▶ _Task_
Exact copy, pictures excluded: please retype the lines from the start of the material through the line containing "0 #979795) drop-shadow(-2px", both ends included, and nothing more.
Segment Start: Given records
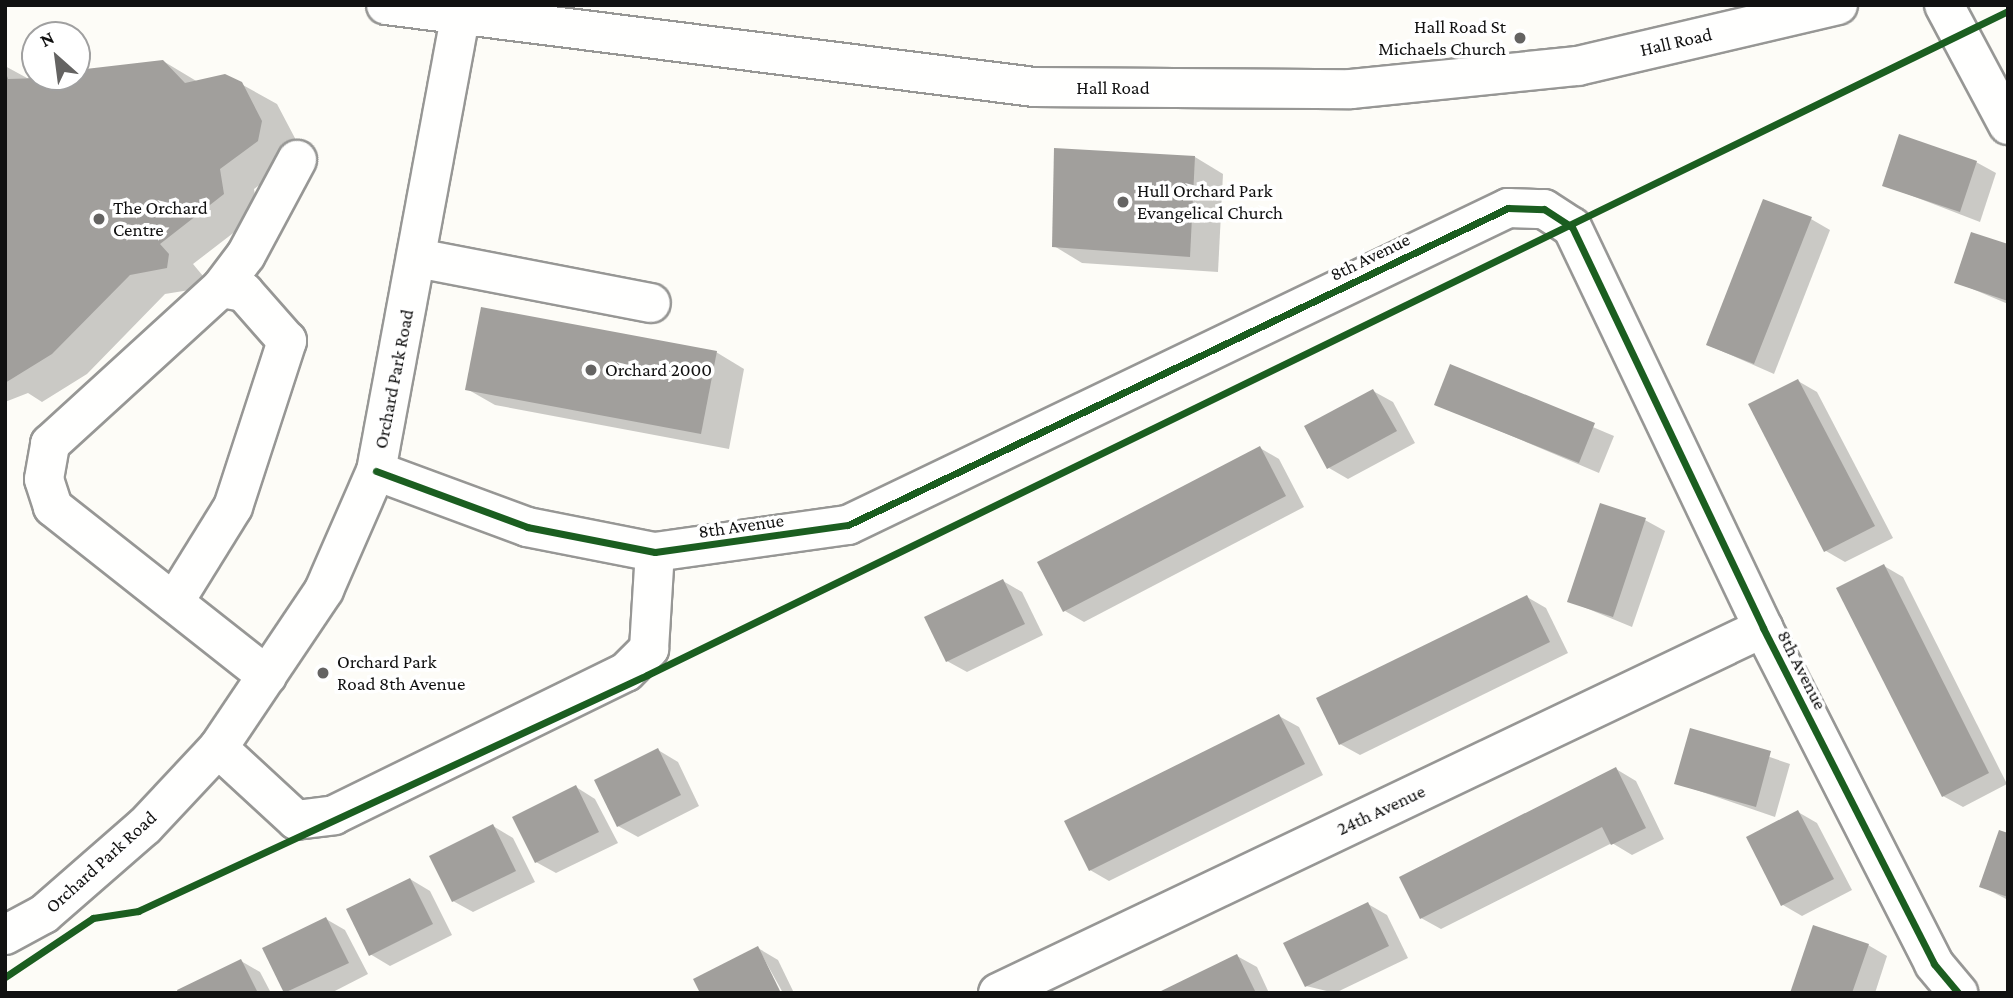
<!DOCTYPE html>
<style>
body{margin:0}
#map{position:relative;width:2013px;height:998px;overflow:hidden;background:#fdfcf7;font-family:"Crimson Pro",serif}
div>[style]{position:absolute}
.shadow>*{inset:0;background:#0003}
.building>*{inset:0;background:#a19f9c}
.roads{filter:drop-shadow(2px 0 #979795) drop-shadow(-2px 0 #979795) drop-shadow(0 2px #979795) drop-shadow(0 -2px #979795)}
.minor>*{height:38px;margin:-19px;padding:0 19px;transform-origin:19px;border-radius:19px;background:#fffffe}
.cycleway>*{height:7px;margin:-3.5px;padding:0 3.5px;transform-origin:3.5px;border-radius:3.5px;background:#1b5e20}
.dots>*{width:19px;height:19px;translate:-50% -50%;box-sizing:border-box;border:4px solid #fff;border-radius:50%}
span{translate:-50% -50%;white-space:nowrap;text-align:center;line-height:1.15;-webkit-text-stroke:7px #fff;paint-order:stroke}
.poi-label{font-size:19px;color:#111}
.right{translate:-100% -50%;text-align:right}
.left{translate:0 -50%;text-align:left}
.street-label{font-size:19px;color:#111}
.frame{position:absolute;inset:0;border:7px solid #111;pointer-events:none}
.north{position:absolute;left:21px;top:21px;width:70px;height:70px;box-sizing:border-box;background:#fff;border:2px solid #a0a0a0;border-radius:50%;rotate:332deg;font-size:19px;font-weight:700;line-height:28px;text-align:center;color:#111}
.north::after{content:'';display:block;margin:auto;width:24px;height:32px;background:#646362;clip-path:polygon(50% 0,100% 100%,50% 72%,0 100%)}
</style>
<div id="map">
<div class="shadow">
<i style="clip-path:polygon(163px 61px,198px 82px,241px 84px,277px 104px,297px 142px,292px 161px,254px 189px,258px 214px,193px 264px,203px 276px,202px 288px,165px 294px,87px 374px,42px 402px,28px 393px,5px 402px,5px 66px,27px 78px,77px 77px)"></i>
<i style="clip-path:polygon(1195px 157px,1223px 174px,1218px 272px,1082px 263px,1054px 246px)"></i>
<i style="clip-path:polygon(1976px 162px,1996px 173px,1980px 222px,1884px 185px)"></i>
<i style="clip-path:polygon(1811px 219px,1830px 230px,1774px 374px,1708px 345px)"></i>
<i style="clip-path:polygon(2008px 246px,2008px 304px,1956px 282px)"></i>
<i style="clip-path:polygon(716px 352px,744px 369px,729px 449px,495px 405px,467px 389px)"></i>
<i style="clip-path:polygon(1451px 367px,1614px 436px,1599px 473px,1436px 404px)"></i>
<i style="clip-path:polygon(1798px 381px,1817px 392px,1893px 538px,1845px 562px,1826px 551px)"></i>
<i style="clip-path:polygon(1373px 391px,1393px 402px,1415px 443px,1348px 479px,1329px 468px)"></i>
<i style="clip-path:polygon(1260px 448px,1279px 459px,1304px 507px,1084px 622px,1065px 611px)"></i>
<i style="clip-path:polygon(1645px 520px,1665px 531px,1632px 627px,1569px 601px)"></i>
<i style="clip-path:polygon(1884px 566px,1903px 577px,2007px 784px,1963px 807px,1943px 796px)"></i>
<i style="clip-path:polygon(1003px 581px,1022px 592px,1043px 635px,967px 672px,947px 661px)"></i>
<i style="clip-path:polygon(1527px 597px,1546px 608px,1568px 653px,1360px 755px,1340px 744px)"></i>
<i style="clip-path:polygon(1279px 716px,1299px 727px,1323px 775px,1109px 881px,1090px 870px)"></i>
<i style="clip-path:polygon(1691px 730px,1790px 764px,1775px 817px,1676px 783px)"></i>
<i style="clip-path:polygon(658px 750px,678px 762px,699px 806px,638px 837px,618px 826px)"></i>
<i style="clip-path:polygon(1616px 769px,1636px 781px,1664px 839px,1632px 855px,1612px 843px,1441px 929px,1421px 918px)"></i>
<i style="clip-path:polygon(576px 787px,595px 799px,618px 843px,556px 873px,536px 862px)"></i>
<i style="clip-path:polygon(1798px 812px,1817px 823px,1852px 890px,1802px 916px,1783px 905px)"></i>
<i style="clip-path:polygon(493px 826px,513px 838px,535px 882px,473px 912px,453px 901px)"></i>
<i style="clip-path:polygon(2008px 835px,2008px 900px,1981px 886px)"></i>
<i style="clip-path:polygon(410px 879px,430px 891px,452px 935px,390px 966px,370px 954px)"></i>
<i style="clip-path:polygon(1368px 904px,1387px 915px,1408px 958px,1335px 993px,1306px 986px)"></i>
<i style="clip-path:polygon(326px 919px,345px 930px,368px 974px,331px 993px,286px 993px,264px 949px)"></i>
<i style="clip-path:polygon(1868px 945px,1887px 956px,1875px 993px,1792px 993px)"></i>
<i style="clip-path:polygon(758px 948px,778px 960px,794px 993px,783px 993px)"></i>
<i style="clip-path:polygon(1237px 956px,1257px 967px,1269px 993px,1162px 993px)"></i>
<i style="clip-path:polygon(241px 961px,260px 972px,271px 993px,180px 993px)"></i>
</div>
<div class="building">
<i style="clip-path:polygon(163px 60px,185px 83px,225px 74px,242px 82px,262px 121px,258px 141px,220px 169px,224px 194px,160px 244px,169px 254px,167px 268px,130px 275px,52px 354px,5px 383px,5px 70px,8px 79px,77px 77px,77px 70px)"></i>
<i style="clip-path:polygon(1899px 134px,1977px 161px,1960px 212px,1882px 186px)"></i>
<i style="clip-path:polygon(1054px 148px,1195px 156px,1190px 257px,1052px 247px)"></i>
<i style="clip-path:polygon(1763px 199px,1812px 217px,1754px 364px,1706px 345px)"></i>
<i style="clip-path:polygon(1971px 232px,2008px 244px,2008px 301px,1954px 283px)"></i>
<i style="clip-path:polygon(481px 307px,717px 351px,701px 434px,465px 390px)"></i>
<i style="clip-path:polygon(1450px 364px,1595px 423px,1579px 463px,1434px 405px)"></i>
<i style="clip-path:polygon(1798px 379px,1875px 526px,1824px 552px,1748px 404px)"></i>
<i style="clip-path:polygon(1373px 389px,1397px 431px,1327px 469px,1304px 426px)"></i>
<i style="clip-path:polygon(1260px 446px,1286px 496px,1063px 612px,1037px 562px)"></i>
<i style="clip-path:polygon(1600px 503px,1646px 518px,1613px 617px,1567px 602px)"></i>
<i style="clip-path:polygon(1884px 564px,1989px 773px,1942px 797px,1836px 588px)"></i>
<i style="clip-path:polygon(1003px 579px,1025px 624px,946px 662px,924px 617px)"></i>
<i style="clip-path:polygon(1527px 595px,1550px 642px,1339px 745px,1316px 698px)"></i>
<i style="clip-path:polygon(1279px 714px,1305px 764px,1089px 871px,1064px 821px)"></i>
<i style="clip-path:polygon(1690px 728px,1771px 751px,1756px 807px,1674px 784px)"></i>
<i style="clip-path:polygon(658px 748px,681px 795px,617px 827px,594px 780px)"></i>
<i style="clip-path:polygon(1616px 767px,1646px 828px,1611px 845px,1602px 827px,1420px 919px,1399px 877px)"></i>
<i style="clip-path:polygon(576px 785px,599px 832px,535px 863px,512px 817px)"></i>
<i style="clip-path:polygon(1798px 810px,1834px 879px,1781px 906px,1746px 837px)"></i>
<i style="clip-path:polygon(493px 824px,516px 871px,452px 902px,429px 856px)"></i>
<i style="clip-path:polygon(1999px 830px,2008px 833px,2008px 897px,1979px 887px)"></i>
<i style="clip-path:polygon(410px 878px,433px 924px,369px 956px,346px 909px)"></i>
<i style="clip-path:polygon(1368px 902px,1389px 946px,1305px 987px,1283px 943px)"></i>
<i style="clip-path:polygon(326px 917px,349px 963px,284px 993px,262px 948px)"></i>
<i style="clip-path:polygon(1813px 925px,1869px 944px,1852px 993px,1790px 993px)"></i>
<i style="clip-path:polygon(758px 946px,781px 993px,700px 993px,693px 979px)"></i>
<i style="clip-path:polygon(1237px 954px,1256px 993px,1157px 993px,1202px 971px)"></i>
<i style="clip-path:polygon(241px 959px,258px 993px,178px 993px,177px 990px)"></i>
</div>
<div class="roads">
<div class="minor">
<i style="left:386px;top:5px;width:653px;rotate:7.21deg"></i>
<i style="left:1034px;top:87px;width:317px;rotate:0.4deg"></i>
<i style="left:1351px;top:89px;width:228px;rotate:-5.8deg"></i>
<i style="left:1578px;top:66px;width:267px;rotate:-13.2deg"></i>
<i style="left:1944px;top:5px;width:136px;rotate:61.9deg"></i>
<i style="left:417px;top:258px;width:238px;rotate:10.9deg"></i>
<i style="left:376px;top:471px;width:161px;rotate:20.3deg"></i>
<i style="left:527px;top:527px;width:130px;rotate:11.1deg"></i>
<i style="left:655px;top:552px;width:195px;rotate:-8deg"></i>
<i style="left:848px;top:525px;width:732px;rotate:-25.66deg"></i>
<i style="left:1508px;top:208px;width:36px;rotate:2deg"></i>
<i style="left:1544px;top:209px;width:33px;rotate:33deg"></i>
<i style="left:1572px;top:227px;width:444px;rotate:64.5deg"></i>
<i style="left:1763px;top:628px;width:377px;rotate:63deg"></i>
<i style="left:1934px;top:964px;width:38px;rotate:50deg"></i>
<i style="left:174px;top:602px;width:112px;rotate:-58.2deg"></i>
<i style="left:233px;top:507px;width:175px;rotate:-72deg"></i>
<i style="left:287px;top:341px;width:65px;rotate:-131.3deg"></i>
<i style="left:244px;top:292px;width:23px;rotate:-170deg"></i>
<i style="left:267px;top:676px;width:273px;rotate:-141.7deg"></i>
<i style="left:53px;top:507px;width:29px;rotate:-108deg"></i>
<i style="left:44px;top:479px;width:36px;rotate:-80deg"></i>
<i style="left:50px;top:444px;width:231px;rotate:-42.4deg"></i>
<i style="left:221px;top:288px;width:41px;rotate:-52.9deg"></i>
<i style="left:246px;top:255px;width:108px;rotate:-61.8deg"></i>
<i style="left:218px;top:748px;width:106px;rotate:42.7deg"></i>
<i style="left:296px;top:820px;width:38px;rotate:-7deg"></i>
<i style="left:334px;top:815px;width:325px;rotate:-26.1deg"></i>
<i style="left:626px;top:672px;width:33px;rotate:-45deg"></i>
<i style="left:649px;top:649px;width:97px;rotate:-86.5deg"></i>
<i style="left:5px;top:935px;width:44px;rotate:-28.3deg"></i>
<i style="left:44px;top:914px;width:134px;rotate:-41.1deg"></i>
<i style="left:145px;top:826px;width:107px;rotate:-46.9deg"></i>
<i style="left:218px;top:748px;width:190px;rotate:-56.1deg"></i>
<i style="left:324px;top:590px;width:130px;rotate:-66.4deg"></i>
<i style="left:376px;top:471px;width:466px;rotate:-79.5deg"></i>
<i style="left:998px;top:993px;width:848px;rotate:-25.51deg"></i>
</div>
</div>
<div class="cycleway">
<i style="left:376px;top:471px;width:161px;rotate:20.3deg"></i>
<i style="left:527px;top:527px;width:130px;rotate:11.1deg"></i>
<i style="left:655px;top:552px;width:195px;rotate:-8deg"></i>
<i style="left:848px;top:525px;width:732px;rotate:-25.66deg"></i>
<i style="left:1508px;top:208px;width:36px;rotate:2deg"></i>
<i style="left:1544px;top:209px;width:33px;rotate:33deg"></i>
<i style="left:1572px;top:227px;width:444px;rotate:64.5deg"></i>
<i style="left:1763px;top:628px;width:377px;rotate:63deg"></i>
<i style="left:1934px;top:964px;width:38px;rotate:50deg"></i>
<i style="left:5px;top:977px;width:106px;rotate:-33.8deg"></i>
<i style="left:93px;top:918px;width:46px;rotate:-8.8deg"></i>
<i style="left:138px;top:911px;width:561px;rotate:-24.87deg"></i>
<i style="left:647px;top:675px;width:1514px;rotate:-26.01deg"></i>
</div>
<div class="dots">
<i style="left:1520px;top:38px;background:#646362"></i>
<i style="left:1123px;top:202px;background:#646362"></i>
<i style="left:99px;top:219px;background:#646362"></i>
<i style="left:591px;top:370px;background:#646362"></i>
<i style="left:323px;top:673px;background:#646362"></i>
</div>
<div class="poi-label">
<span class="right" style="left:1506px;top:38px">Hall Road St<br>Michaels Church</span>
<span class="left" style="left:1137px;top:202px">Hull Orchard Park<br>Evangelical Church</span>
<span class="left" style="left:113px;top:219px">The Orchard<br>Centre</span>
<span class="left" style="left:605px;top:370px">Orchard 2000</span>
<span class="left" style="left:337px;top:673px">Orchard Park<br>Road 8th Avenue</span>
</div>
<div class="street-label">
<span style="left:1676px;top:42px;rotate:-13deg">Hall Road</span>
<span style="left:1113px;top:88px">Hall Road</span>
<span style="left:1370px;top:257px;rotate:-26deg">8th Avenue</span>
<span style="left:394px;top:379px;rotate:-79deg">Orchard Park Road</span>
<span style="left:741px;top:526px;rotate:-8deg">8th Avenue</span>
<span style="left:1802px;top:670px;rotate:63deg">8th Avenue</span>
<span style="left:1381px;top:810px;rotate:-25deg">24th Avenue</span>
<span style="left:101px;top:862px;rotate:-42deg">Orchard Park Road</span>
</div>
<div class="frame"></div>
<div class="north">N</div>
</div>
Segment End: Given records
▶ _Answer box_
<!DOCTYPE html>
<style>
body{margin:0}
#map{position:relative;width:2013px;height:998px;overflow:hidden;background:#fdfcf7;font-family:"Crimson Pro",serif}
div>[style]{position:absolute}
.shadow>*{inset:0;background:#0003}
.building>*{inset:0;background:#a19f9c}
.roads{filter:drop-shadow(2px 0 #979795) drop-shadow(-2px 0 #979795) drop-shadow(0 2px #979795) drop-shadow(0 -2px #979795)}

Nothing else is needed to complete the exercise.